Maria Rita além de cobranças
Cercado de expectativas, Segundo fica como um bom CD

por Beto Feitosa

Passado o frisson do lançamento, a tentativa de escândalo dos I-pods, alguns deboches, descasos e muitos elogios, ficou o novo CD da Maria Rita. O segundo trabalho de uma cantora cercada de expectativas. Os olhos de todo mundo em cima, só aguardando para falar, mal ou bem, já se acalmaram.

A luxuosa embalagem do pack que traz o CD e o DVD chama atenção, os comentários despertam curiosidade, mas o que fica é mesmo a música, o trabalho de uma artista praticamente iniciante.

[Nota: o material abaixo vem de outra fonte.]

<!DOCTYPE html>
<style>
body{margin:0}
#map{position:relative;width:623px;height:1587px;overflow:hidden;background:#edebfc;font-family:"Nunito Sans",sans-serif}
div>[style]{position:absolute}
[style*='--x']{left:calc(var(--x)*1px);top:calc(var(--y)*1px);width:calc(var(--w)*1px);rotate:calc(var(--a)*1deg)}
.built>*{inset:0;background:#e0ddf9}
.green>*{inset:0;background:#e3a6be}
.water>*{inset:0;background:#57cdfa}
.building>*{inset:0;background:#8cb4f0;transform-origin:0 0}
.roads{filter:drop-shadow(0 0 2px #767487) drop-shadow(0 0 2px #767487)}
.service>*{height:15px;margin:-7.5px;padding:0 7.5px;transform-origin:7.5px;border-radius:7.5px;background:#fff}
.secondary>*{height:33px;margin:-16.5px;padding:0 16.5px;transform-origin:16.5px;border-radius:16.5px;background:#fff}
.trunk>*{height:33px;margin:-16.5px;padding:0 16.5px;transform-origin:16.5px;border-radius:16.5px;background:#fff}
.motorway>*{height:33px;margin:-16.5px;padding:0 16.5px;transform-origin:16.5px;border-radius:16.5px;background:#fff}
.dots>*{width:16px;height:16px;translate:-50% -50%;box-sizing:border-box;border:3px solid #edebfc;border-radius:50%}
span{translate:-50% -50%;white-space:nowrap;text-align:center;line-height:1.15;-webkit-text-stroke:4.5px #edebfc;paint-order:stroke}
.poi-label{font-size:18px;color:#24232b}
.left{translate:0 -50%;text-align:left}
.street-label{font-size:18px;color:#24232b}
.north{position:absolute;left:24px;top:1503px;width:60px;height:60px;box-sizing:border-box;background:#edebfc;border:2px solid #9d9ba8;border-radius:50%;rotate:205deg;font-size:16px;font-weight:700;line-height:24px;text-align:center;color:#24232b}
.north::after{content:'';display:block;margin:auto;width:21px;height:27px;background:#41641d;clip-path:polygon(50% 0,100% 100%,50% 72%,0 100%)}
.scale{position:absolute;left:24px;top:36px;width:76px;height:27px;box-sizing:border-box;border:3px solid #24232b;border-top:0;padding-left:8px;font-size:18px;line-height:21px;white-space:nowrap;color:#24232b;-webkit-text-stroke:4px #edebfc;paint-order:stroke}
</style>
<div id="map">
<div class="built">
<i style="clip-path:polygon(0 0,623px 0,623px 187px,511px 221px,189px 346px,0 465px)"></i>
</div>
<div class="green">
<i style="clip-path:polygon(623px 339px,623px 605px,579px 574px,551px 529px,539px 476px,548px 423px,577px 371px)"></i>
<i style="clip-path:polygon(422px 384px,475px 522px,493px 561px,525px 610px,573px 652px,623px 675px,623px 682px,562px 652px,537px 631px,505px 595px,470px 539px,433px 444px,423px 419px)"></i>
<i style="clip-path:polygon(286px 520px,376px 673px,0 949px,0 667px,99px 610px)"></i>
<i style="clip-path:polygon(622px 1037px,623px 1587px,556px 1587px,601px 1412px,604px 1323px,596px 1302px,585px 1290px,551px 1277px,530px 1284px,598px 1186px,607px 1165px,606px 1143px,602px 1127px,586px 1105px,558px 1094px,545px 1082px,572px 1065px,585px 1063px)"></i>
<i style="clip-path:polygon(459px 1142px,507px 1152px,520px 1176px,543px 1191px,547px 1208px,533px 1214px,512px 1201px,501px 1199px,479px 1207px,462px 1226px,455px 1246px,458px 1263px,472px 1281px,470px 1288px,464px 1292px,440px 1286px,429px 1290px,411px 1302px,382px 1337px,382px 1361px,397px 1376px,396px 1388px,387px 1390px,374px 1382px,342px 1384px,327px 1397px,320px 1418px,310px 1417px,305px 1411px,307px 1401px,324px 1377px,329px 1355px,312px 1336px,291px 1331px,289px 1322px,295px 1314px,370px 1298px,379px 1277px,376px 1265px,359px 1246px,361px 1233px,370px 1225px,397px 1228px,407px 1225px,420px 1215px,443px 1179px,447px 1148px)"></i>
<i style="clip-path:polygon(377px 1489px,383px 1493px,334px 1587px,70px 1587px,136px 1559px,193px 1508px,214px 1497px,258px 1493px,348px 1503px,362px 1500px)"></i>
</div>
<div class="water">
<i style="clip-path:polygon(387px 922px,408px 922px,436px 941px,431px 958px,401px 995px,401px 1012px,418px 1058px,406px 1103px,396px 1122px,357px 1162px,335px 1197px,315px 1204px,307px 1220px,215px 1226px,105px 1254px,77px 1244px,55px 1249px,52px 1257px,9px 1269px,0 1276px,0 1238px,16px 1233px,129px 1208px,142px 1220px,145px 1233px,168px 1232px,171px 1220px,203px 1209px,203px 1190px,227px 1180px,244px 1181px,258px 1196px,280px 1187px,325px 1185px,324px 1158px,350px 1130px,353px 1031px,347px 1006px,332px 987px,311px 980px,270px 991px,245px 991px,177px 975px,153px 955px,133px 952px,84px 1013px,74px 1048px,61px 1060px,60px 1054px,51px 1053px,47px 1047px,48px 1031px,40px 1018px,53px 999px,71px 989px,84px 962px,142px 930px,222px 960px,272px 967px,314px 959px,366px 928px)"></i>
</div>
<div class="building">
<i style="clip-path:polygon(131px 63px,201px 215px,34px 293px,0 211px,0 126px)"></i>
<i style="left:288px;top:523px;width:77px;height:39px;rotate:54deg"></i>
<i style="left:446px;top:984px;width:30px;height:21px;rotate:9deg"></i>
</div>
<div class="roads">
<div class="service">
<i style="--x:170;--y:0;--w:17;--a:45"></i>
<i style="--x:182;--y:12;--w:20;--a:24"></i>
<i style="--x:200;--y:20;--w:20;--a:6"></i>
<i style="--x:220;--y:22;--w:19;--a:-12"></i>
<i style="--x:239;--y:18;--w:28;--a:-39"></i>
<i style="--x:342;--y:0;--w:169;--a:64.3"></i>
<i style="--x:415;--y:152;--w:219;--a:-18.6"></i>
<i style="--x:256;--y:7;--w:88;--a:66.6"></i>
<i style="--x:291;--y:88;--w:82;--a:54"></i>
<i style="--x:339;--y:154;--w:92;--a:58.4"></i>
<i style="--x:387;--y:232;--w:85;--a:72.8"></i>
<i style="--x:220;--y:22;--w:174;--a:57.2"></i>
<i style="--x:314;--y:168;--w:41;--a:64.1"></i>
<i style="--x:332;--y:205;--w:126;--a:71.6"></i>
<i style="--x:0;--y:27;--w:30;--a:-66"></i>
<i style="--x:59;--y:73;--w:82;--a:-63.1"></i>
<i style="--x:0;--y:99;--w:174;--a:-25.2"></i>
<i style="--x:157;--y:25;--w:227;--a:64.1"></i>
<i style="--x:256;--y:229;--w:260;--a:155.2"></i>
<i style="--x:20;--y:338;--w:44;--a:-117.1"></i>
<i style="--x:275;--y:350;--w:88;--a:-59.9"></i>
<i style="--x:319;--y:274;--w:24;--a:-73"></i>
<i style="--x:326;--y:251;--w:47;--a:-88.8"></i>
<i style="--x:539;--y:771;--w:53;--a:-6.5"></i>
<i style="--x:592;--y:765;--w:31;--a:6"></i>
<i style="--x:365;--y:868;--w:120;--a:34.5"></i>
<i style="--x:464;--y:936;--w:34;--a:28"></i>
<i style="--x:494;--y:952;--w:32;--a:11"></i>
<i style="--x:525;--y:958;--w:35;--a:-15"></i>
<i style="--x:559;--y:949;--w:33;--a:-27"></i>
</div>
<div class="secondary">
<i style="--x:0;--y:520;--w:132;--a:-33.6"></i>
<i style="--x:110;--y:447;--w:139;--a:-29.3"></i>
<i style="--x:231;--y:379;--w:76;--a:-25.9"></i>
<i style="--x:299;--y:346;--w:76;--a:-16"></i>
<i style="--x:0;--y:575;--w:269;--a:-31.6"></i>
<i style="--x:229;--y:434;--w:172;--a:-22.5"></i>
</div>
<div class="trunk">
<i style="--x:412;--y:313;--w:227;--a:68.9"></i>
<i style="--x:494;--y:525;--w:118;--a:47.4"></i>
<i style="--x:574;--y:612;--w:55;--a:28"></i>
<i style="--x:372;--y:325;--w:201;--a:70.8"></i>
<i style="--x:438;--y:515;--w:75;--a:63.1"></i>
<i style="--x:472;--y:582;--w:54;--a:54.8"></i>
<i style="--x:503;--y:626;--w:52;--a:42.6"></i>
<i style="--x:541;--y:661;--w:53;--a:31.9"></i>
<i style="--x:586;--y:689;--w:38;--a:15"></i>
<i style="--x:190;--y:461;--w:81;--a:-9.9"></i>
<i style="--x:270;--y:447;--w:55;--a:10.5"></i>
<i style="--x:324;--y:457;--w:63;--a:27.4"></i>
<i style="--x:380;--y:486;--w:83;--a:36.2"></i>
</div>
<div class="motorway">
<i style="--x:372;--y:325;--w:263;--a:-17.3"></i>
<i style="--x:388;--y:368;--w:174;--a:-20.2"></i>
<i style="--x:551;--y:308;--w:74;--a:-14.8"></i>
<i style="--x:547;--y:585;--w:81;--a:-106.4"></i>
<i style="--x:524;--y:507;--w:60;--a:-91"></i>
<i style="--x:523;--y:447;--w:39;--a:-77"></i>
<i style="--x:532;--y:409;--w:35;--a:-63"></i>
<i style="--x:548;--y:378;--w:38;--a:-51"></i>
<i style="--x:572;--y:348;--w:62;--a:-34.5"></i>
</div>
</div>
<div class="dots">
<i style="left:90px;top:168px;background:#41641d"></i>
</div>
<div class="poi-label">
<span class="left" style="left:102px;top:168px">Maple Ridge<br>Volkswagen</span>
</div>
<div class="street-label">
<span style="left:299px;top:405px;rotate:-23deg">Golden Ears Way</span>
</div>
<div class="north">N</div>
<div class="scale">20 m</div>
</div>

Segundo, CD de Maria Rita lançado há cerca de um mês, não é genial, não é revolucionário. E nem quer ser. Não é um novo disco de Elis Regina, é um segundo trabalho de uma cantora que, por acaso, é filha de um dos maiores mitos da música brasileira.

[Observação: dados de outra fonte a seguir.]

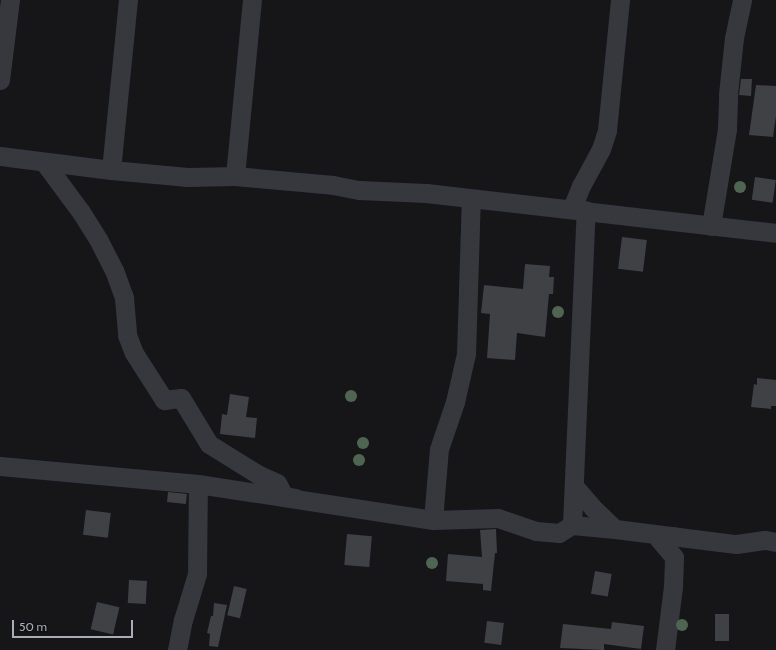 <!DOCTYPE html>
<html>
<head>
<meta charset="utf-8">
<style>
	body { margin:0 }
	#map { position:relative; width:776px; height:650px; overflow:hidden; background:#161618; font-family:Cabin,sans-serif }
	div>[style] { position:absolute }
	.building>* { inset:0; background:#404145; transform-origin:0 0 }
	.minor>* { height:19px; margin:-9.5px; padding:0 9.5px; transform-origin:9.5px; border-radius:9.5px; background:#37383d }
	.trees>* { width:12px; height:12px; margin:-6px; border-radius:50%; background:#506452 }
	span { translate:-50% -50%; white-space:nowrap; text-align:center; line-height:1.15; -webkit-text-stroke:3px #111113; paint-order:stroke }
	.scale { position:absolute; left:12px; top:620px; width:121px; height:18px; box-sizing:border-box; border:2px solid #a8adb8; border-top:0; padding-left:5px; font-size:12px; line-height:14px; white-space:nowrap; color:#a8adb8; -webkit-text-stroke:3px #111113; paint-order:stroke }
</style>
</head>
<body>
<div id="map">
	<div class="building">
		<div style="clip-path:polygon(741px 79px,752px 79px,751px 96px,739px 95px)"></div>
		<div style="clip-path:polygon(756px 85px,776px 86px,776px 116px,773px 137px,749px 135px)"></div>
		<div style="left:755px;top:177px;width:21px;height:23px;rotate:8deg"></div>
		<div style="left:622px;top:237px;width:25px;height:32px;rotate:7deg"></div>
		<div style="clip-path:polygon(525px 264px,550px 266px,549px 277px,554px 277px,553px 294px,549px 294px,545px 337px,517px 333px,515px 360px,487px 358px,490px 314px,481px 313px,484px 285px,523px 289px)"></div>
		<div style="clip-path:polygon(757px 378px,776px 380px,776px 406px,771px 406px,771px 409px,751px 407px,754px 384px,757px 385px)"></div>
		<div style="clip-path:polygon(230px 394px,249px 397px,246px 417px,257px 418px,255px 438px,220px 434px,222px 414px,227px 415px)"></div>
		<div style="left:168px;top:492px;width:19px;height:10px;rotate:6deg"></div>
		<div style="left:86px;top:510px;width:25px;height:25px;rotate:7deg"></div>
		<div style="clip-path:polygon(496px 529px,497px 553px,495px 553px,491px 591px,483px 590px,483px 584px,446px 581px,448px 554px,482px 557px,480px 530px)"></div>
		<div style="left:347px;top:534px;width:25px;height:31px;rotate:5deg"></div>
		<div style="left:595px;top:571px;width:17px;height:23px;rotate:10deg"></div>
		<div style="left:129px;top:580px;width:18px;height:23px;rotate:3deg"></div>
		<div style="left:234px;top:586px;width:13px;height:30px;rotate:13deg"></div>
		<div style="left:97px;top:602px;width:23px;height:28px;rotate:13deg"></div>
		<div style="clip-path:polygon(214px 603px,227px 605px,218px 647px,209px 646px,210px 634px,207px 633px,211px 616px,213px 616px)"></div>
		<div style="left:715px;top:614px;width:14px;height:27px"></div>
		<div style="left:487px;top:621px;width:17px;height:22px;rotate:7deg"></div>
		<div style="clip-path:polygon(612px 622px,644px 626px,641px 649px,604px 644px,604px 650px,560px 648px,563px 624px,611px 629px)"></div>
	</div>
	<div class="minor">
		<div style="left:0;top:80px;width:81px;rotate:-82.9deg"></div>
		<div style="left:0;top:156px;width:112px;rotate:7.2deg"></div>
		<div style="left:111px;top:170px;width:77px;rotate:5.2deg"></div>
		<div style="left:188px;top:177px;width:47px;rotate:-1.2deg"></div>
		<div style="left:235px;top:176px;width:98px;rotate:5.2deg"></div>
		<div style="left:333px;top:185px;width:26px;rotate:11deg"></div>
		<div style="left:359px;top:190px;width:67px;rotate:2.6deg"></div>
		<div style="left:426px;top:193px;width:352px;rotate:6.5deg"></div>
		<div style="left:44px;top:162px;width:62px;rotate:53.5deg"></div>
		<div style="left:81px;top:212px;width:34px;rotate:58deg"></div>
		<div style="left:99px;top:241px;width:33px;rotate:63deg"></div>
		<div style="left:114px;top:270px;width:30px;rotate:70deg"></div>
		<div style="left:124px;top:298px;width:37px;rotate:85deg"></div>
		<div style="left:127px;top:335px;width:19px;rotate:69deg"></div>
		<div style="left:134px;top:353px;width:56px;rotate:57.4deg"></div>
		<div style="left:164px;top:400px;width:17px;rotate:-7deg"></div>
		<div style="left:181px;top:398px;width:54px;rotate:58.7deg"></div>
		<div style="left:209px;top:444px;width:59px;rotate:31.8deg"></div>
		<div style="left:259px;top:475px;width:20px;rotate:24deg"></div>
		<div style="left:277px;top:483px;width:15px;rotate:62deg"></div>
		<div style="left:284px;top:496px;width:11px;rotate:10deg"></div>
		<div style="left:111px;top:170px;width:171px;rotate:-84.3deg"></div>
		<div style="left:235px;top:176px;width:177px;rotate:-84.5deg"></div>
		<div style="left:572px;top:208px;width:24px;rotate:-68deg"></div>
		<div style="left:581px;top:186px;width:42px;rotate:-61.6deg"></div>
		<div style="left:601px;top:149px;width:20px;rotate:-72deg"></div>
		<div style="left:607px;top:130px;width:131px;rotate:-84.3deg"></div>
		<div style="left:711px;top:226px;width:98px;rotate:-80.6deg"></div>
		<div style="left:727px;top:129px;width:35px;rotate:-88deg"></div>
		<div style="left:728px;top:94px;width:56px;rotate:-83.9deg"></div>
		<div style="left:734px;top:38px;width:39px;rotate:-78deg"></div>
		<div style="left:0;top:466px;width:199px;rotate:5.2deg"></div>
		<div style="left:198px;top:484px;width:238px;rotate:8.7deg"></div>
		<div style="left:433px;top:520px;width:65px;rotate:-1.8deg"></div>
		<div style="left:498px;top:518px;width:40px;rotate:18.9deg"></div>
		<div style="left:536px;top:531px;width:23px;rotate:5deg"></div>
		<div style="left:559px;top:533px;width:15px;rotate:-32deg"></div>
		<div style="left:572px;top:525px;width:43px;rotate:5.3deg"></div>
		<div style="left:615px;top:529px;width:122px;rotate:7.1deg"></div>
		<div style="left:736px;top:544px;width:29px;rotate:-8deg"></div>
		<div style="left:765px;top:540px;width:11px;rotate:10deg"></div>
		<div style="left:574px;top:486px;width:29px;rotate:49deg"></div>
		<div style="left:593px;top:508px;width:30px;rotate:44deg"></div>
		<div style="left:433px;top:520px;width:71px;rotate:-85.2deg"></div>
		<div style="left:439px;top:449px;width:50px;rotate:-71.2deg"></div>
		<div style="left:455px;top:402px;width:49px;rotate:-77.1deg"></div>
		<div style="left:466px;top:354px;width:155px;rotate:-88.2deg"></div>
		<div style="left:572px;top:525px;width:315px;rotate:-87.5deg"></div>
		<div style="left:177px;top:650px;width:31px;rotate:-79deg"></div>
		<div style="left:183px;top:620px;width:48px;rotate:-73.1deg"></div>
		<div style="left:197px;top:574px;width:90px;rotate:-89.4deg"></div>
		<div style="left:665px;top:650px;width:64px;rotate:-82.8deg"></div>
		<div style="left:673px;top:587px;width:30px;rotate:-88deg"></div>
		<div style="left:674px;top:557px;width:23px;rotate:-130deg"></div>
		<div style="left:659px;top:539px;width:14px;rotate:-12deg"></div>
	</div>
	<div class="trees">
		<div style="left:740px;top:187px"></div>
		<div style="left:558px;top:312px"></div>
		<div style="left:351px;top:396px"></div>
		<div style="left:363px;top:443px"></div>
		<div style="left:359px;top:460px"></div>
		<div style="left:432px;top:563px"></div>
		<div style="left:682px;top:625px"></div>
	</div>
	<div class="scale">50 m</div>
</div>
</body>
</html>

Sim, a sombra da mãe interfere no trabalho de Maria Rita. Assim como no de todas as cantoras brasileiras surgidas depois dela. Elis Regina é referência de qualidade para várias gerações. Só que Maria Rita traz essa influência em seu código genético. E cresceu ouvindo historias e discos da mãe. A faca de dois gumes é óbvia. E chovem cobranças, e chovem comparações.

Nesse novo CD Maria Rita repete a vitoriosa fórmula de seu álbum de estréia. Escolheu um punhado de boas canções, vestiu com arranjos econômicos e sem grandes intervenções. O destaque é para a cantora, sua voz e sua interpretação.

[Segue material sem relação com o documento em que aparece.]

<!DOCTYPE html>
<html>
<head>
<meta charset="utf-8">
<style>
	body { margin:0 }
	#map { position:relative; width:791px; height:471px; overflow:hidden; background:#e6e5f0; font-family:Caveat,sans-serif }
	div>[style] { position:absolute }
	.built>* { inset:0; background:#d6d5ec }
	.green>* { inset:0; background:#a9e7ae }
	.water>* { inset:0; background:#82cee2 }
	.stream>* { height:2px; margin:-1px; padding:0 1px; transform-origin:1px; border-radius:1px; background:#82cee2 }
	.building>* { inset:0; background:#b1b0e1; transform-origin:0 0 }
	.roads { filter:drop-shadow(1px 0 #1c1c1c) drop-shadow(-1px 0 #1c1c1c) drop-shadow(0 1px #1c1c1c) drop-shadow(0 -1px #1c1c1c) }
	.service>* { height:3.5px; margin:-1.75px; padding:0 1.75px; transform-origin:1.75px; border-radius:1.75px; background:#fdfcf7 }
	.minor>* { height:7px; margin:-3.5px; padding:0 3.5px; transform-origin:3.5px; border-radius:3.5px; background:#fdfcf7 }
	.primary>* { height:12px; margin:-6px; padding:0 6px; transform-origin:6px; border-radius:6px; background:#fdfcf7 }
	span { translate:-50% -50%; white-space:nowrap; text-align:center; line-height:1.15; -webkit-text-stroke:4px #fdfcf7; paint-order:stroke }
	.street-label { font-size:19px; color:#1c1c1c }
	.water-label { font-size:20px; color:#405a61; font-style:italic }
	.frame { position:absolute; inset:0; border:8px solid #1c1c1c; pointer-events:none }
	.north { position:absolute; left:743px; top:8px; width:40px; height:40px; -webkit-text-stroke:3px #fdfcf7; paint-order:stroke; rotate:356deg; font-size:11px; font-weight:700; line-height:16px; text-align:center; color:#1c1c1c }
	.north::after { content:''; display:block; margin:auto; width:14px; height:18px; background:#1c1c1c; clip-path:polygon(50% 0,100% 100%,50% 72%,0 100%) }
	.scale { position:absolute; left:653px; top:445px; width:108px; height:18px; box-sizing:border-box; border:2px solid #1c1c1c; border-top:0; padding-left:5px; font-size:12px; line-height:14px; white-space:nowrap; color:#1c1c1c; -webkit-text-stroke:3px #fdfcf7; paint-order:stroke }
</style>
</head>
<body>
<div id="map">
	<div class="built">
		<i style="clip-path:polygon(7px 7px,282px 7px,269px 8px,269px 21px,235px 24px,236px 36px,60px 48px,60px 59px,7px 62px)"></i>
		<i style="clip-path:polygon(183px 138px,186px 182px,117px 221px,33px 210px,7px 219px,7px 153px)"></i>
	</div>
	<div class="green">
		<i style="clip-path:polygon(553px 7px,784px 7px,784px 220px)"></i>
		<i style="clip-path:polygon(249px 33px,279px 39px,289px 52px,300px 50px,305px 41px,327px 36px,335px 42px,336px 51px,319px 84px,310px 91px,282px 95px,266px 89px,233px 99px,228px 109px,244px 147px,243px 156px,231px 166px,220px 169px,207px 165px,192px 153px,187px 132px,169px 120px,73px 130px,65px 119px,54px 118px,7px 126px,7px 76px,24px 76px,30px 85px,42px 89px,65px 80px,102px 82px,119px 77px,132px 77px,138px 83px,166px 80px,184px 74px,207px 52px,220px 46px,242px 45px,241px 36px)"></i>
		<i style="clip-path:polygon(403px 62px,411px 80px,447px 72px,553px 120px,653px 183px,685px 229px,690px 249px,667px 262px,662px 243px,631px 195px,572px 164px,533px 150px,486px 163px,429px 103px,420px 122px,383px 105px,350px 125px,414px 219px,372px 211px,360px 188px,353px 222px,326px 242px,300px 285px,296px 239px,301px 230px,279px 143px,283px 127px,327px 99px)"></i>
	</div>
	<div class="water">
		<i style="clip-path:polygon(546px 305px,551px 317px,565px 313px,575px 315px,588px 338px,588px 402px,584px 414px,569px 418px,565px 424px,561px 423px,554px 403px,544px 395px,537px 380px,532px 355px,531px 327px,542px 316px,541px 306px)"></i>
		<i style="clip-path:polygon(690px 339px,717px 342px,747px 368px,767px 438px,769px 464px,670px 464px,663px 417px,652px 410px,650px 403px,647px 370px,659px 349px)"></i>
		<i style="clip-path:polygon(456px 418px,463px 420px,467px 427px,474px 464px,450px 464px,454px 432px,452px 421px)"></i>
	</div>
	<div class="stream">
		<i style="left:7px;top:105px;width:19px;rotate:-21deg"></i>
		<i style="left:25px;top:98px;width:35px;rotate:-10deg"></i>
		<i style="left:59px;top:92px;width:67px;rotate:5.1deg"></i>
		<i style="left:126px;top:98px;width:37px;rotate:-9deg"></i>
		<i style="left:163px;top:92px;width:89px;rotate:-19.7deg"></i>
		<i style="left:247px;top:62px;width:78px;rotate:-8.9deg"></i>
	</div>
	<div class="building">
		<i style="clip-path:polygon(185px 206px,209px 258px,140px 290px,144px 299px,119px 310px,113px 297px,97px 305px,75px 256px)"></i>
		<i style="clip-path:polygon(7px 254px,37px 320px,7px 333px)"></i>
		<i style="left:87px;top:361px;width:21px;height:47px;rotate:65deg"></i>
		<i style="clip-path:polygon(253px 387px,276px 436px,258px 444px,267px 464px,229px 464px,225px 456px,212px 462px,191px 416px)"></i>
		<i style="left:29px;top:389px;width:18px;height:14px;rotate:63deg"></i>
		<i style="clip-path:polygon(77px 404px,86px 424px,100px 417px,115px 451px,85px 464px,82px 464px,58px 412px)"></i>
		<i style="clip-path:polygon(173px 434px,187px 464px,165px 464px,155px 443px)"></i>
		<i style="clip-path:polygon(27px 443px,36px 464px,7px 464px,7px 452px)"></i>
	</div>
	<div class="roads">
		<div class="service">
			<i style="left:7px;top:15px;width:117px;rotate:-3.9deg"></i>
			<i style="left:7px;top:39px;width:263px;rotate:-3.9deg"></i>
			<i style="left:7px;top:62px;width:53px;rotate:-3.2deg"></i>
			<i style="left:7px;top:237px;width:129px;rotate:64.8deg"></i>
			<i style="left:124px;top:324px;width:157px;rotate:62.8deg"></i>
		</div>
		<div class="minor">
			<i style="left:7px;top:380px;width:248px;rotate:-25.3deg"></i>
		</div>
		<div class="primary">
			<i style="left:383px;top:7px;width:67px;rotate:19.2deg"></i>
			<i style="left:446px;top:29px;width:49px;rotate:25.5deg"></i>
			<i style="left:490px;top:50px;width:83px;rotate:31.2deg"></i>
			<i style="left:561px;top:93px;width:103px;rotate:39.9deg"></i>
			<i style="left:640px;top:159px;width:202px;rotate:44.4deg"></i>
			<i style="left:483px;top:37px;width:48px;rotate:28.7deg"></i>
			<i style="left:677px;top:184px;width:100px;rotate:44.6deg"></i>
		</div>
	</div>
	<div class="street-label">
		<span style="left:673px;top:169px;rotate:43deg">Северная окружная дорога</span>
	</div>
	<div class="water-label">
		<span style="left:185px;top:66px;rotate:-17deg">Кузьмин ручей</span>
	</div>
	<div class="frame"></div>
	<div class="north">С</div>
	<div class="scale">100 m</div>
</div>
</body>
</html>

A produção de Lenine é dividida com Maria Rita. Ponto para ela que já mostra idéias e vontade própria. O DVD extra que traz o making of das gravações revela a dobradinha entre os dois, a troca de sugestões. A cantora pensa e tem opinião, o que é saudável e promissor para sua obra.

Se no disco anterior sobravam músicas de medalhões como Milton Nascimento, Rita Lee e Paulinho Tapajós, dessa vez o olho de Maria Rita está em uma produção contemporânea, de artistas mais próximos de sua geração. Repete bons nomes como o próprio Lenine e seu predileto Marcelo Camelo. Só recorre ao olimpo quando regrava um clássico de Edu Lobo e Chico Buarque, Sobre todas as coisas.

Maria Rita está de olhos virados para os compositores. Descobre o pop evoluído de Moska e encontra Fred Martins, autor de sucessos de Ney Matogrosso e Zélia Duncan. Pesca duas de Rodrigo Maranhão, líder da Bangalafumenga, e regrava A minha alma, do Rappa, depois de ótimas versões de Leila Pinheiro e Vânia Abreu.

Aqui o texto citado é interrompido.